Christelijke encyclopedie

F.W. Grosheide (1926)

Gepubliceerd op 08-01-2020

Nabum

betekenis & definitie

Van dezen profeet is ons slechts zeer weinig bekend. Het eenige wat het opschrift van zijn boek ons meldt, is dat hij een Elkosiet was, dus afkomstig uit een plaatsje Elkos.

Waar dit plaatsje gelegen was, kunnen wij niet met zekerheid zeggen. Sommigen hebben het willen zoeken in het tienstammenrijk, anderen in het gebied van Juda, nog weer anderen zelfs in den omtrek van Niniveh.
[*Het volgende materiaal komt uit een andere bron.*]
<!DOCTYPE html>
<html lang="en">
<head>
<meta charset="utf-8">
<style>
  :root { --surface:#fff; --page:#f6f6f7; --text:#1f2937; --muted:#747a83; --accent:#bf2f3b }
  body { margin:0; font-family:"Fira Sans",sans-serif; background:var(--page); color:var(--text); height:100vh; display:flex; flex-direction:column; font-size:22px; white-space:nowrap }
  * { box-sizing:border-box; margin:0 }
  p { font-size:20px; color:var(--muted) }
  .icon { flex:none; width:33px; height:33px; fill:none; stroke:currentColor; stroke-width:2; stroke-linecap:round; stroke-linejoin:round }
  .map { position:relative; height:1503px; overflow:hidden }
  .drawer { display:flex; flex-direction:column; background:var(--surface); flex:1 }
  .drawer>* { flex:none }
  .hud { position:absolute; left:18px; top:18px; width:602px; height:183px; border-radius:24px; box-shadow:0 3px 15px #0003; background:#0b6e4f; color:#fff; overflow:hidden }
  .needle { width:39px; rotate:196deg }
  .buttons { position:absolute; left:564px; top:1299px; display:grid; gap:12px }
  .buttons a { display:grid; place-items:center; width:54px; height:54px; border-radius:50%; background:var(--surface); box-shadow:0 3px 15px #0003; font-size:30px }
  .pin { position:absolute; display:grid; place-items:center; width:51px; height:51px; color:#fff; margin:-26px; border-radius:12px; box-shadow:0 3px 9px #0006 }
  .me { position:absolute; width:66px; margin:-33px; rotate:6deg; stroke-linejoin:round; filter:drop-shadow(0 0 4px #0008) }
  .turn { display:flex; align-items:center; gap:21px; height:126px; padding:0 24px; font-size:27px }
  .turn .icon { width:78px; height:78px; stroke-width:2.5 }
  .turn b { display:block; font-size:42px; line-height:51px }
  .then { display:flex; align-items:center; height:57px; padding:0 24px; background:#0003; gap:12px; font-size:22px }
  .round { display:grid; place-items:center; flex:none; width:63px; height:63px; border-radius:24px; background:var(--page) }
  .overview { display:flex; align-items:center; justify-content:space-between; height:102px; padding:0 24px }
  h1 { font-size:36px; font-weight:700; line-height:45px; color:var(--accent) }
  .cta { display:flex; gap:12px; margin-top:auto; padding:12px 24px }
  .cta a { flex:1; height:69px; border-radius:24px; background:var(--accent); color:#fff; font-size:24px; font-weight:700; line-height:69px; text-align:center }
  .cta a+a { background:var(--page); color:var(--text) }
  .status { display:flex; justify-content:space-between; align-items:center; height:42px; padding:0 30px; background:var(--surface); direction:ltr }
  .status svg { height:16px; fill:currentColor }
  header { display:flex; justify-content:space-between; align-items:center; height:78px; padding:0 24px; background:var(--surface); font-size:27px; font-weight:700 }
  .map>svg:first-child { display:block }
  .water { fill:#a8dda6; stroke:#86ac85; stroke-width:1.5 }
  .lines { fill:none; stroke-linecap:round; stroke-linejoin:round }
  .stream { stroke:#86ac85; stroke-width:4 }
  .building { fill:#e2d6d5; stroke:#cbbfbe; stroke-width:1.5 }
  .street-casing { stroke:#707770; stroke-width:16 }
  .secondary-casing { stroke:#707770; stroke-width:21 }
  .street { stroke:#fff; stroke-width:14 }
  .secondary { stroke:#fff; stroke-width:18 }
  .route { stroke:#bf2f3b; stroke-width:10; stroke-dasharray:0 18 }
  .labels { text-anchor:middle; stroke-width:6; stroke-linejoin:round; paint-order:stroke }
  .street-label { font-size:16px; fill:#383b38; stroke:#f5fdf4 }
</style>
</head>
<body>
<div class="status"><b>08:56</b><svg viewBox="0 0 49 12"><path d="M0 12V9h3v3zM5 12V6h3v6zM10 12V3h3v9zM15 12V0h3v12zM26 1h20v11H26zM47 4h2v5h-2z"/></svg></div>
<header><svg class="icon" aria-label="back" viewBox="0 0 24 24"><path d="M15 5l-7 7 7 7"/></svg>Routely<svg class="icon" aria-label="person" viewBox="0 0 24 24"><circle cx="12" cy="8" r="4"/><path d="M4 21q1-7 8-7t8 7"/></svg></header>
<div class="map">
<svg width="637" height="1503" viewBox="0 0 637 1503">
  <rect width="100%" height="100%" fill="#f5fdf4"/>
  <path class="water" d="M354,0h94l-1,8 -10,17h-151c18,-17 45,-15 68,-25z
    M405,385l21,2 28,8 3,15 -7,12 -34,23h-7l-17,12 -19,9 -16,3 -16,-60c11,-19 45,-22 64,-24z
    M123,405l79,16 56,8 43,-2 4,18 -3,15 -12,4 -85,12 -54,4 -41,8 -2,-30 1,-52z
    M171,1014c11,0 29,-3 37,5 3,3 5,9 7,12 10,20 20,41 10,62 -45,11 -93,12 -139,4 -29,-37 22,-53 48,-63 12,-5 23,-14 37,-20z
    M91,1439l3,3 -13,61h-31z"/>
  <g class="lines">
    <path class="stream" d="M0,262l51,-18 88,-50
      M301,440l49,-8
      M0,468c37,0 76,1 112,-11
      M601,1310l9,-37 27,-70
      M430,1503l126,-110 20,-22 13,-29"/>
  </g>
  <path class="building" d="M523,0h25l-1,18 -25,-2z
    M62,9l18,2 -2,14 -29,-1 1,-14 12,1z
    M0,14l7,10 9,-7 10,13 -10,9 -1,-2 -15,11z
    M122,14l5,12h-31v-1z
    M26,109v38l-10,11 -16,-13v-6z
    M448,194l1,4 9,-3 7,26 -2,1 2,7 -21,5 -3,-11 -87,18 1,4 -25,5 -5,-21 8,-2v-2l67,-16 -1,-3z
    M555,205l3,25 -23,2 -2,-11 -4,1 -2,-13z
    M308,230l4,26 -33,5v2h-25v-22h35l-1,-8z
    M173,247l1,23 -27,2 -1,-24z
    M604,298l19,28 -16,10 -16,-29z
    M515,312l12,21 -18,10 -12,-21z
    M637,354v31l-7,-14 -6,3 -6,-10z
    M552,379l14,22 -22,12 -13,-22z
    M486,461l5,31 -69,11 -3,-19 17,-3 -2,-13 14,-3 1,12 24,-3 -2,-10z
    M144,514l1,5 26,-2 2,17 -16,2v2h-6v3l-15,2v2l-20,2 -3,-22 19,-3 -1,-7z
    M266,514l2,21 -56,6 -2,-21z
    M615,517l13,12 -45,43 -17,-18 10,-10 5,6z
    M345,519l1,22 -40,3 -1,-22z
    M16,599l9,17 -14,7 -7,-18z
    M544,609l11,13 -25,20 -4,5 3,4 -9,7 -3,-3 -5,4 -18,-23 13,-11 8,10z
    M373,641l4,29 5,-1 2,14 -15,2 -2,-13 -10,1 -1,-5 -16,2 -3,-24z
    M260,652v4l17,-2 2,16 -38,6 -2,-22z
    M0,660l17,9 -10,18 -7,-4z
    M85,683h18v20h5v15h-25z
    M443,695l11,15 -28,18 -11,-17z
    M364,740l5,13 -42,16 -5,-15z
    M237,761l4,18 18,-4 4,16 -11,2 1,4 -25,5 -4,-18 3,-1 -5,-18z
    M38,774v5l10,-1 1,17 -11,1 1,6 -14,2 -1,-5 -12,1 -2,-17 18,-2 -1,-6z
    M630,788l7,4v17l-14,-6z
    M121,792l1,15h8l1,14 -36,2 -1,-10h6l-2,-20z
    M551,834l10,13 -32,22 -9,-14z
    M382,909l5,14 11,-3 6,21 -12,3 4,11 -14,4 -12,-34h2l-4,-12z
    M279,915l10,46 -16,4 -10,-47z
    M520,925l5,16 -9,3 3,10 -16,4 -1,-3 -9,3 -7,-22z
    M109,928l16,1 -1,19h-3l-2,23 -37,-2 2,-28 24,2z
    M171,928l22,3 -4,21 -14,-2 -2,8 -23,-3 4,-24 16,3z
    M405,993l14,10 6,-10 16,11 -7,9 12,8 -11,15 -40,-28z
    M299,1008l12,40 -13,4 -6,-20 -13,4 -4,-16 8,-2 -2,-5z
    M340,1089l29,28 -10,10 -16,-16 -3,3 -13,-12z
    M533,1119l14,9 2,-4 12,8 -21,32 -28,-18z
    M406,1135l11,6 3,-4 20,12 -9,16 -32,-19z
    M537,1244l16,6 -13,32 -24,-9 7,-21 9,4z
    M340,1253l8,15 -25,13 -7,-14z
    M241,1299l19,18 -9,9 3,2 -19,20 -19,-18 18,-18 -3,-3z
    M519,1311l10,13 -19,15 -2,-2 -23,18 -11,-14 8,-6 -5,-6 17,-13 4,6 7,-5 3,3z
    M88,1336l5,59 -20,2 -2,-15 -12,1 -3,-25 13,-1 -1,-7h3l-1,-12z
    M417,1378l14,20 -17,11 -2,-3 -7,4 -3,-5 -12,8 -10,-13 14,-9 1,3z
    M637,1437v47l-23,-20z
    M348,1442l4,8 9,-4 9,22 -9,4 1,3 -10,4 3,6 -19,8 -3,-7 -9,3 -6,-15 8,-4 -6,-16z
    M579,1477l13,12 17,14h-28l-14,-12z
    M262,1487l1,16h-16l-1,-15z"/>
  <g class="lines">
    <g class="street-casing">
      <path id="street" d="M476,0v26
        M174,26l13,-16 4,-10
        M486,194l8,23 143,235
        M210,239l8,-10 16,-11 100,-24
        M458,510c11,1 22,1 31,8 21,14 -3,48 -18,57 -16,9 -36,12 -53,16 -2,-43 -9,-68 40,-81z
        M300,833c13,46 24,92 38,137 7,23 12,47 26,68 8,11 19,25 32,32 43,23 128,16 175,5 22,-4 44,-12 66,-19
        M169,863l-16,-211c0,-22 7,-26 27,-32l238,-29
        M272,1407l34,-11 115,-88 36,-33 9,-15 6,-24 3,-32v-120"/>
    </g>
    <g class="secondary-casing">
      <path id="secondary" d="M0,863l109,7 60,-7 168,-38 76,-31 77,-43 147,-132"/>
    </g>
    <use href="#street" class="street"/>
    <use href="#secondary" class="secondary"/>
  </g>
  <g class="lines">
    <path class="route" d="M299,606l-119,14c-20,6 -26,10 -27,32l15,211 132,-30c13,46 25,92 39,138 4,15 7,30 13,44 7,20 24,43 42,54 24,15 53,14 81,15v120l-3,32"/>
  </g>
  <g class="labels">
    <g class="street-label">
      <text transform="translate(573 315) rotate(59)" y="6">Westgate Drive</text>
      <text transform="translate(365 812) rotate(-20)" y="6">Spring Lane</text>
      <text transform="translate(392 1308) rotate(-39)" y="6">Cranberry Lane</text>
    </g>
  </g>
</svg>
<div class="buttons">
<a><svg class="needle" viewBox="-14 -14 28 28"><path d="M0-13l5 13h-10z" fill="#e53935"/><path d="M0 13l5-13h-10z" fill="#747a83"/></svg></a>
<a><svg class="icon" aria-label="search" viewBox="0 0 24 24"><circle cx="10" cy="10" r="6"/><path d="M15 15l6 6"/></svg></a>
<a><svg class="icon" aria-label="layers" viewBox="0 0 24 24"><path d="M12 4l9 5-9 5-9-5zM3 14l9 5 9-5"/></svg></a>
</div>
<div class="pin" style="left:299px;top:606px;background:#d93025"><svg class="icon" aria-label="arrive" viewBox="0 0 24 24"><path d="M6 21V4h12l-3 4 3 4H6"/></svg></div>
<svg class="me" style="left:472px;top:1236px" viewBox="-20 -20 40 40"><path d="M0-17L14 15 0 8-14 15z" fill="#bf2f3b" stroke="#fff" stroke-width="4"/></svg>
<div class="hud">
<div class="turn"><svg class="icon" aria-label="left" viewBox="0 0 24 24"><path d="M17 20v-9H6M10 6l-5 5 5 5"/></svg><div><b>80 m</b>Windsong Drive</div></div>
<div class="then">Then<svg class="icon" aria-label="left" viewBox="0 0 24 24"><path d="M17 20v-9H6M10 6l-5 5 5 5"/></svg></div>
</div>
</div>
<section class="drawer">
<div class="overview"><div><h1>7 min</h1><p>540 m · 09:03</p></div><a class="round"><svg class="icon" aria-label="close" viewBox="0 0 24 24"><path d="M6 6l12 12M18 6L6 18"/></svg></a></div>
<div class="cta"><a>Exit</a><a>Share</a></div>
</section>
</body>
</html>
Het meest waarschijnlijk is wel het gevoelen dat door de meeste nieuweren wordt voorgestaan, dat Elkos in het Zuiden of Zuid-Westen van Juda lag.Omtrent den tijd van zijn optreden zegt het opschrift niets; geen naam van eenigen koning onder wien hij profeteerde wordt er in genoemd. Toch kunnen we uit de profetie zelf dien tijd met vrij groote nauwkeurigheid bepalen. Zij is eene aankondiging van den ondergang van de Assyrische hoofdstad Niniveh; en moet derhalve gesteld worden vóór den val van deze groote stad, welke volgens de allernieuwste gegevens in het jaar 612 voor Chr. plaats had. Zelfs moet zij geruimen tijd aan die gebeurtenis zijn voorafgegaan: immers Niniveh staat nog op het toppunt van macht (vgl. 1:13; 2:11—13) en er is nog geen enkele aanwijzing van de geleidelijke verzwakking welke aan den ondergang van het Assyrische rijk is voorafgegaan. Vragen we nu verder, hoe lang de profetie aan hare vervulling is voorafgegaan, dan geeft zij ons daarop eveneens een indirect antwoord, door de verwijzing naar den ondergang van de volkrijke Egyptische stad No, d. i. Thebe (3:8 v.v.).

De verwoesting van deze stad is het werk geweest van den Assyrischen koning Assurbanipal (668—626 voor Chr.). Weliswaar is het niet mogelijk het preciese jaar daarvan met zekerheid te bepalen, maar in elk geval is zij in de eerste regeeringsjaren van Assurbanipal, nog vóór 660 voor Chr. geschied. Wij zullen dus de profetie van Nahum met goede gronden wel ongeveer omstreeks het jaar 650 voor Chr. mogen stellen.